Pero todo ello no es lo peor, por peregrina que pueda parecer esta afirmación. Si la crisis de la Corona no se resuelve con inteligencia y respeto a las reglas democráticas, acabará arrastrando, como de hecho ya ha empezado a suceder, a otras instituciones. Un país no se puede permitir que los ciudadanos pierdan la confianza en el Fisco, menos aún en una coyuntura de extrema dificultad económica para la mayoría de la población. O que duden de la integridad del organismo responsable de defender ante la justicia los intereses del Estado. O que contemplen impasibles, como si fuese un juego, los malabarismos de su gobierno para defender lo indefendible. Muchos se preguntan, entre otras cosas, por qué Juan Carlos I aún mantiene el título de emérito que le inventó mediante Real Decreto el Gobierno de Rajoy, cuando, según coinciden algunos juristas, se le podría retirar por el mismo procedimiento administrativo.

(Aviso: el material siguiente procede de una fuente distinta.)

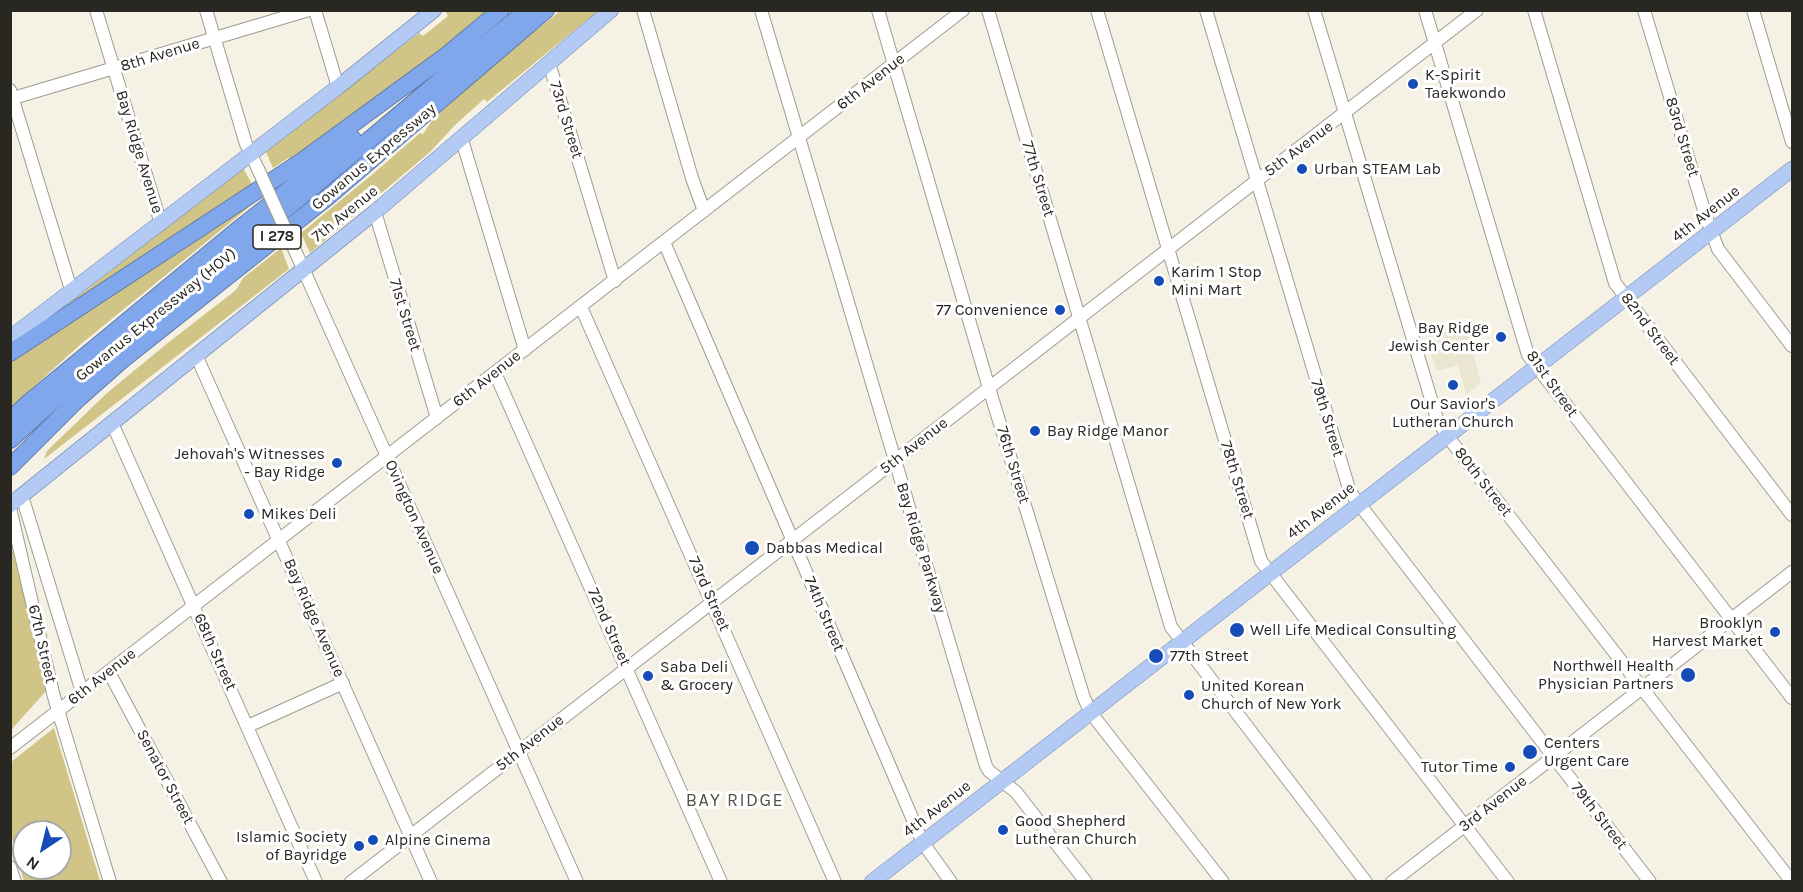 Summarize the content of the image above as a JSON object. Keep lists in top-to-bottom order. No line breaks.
{"streets":{"highway":["Gowanus Expressway","I 278","Gowanus Expressway (HOV)"],"main road":["7th Avenue","4th Avenue"],"street":["8th Avenue","6th Avenue","73rd Street","83rd Street","5th Avenue","Bay Ridge Avenue","77th Street","71st Street","82nd Street","81st Street","79th Street","76th Street","78th Street","80th Street","Ovington Avenue","Bay Ridge Parkway","74th Street","72nd Street","67th Street","68th Street","Senator Street","3rd Avenue"]},"crossings":[["8th Avenue","Bay Ridge Avenue"],["8th Avenue","Ovington Avenue"],["6th Avenue","73rd Street"],["6th Avenue","Bay Ridge Avenue"],["6th Avenue","71st Street"],["6th Avenue","76th Street"],["6th Avenue","Ovington Avenue"],["6th Avenue","Bay Ridge Parkway"],["6th Avenue","74th Street"],["6th Avenue","72nd Street"],["6th Avenue","67th Street"],["6th Avenue","68th Street"],["6th Avenue","Senator Street"],["73rd Street","5th Avenue"],["73rd Street","7th Avenue"],["83rd Street","4th Avenue"],["5th Avenue","Bay Ridge Avenue"],["5th Avenue","77th Street"],["5th Avenue","81st Street"],["5th Avenue","79th Street"],["5th Avenue","76th Street"],["5th Avenue","78th Street"],["5th Avenue","80th Street"],["5th Avenue","Ovington Avenue"],["5th Avenue","Bay Ridge Parkway"],["5th Avenue","74th Street"],["5th Avenue","72nd Street"],["Bay Ridge Avenue","7th Avenue"],["77th Street","4th Avenue"],["7th Avenue","71st Street"],["7th Avenue","Ovington Avenue"],["7th Avenue","67th Street"],["7th Avenue","68th Street"],["4th Avenue","82nd Street"],["4th Avenue","81st Street"],["4th Avenue","79th Street"],["4th Avenue","76th Street"],["4th Avenue","78th Street"],["4th Avenue","80th Street"],["4th Avenue","Bay Ridge Parkway"],["4th Avenue","74th Street"],["81st Street","3rd Avenue"],["79th Street","3rd Avenue"],["78th Street","3rd Avenue"],["80th Street","3rd Avenue"]],"districts":["BAY RIDGE"],"places":["K-Spirit Taekwondo","Urban STEAM Lab","Karim 1 Stop Mini Mart","77 Convenience","Bay Ridge Jewish Center","Our Savior's Lutheran Church","Bay Ridge Manor","Jehovah's Witnesses - Bay Ridge","Mikes Deli","Dabbas Medical","Well Life Medical Consulting","Brooklyn Harvest Market","77th Street","Northwell Health Physician Partners","Saba Deli & Grocery","United Korean Church of New York","Centers Urgent Care","Tutor Time","Good Shepherd Lutheran Church","Alpine Cinema","Islamic Society of Bayridge"],"north":"bottom left"}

No. Los ataques más feroces contra las instituciones no provienen de los que nos pretenden hacer creer desde ciertos círculos de poder, sino de las propias entrañas del establecimiento. Y eso que no he tocado en esta columna el secuestro del poder judicial por parte del Partido Popular, atemorizado ante la avalancha de sentencias sobre sus escándalos particulares de corrupción que vienen en camino.